Go through the entries and copy each one exactly. Leave none out.

▬▬▬

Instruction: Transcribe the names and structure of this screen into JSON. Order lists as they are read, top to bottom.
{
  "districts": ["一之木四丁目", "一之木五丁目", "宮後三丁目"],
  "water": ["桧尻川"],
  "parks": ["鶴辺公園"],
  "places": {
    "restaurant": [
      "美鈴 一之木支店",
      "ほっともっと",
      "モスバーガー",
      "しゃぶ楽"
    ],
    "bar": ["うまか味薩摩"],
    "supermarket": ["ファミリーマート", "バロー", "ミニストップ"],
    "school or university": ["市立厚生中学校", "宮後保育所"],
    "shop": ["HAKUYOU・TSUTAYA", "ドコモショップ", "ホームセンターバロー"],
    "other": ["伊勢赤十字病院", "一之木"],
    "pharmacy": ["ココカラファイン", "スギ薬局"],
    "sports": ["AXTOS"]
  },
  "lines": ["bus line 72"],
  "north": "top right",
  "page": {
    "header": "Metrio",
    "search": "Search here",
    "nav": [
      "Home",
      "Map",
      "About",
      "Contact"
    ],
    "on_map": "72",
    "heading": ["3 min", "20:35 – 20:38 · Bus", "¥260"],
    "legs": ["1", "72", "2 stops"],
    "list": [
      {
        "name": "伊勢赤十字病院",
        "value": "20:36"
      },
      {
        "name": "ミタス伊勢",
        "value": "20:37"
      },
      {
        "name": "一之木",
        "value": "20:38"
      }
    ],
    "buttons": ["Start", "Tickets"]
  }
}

▬▬▬

* [FINISHED TASK]
Instruction: Transcribe the names and structure of this screen into JSON. Order lists as they are read, top to bottom.
{
  "districts": ["一之木四丁目", "一之木五丁目", "宮後三丁目"],
  "water": ["桧尻川"],
  "parks": ["鶴辺公園"],
  "places": {
    "restaurant": [
      "美鈴 一之木支店",
      "ほっともっと",
      "モスバーガー",
      "しゃぶ楽"
    ],
    "bar": ["うまか味薩摩"],
    "supermarket": ["ファミリーマート", "バロー", "ミニストップ"],
    "school or university": ["市立厚生中学校", "宮後保育所"],
    "shop": ["HAKUYOU・TSUTAYA", "ドコモショップ", "ホームセンターバロー"],
    "other": ["伊勢赤十字病院", "一之木"],
    "pharmacy": ["ココカラファイン", "スギ薬局"],
    "sports": ["AXTOS"]
  },
  "lines": ["bus line 72"],
  "north": "top right",
  "page": {
    "header": "Metrio",
    "search": "Search here",
    "nav": [
      "Home",
      "Map",
      "About",
      "Contact"
    ],
    "on_map": "72",
    "heading": ["3 min", "20:35 – 20:38 · Bus", "¥260"],
    "legs": ["1", "72", "2 stops"],
    "list": [
      {
        "name": "伊勢赤十字病院",
        "value": "20:36"
      },
      {
        "name": "ミタス伊勢",
        "value": "20:37"
      },
      {
        "name": "一之木",
        "value": "20:38"
      }
    ],
    "buttons": ["Start", "Tickets"]
  }
}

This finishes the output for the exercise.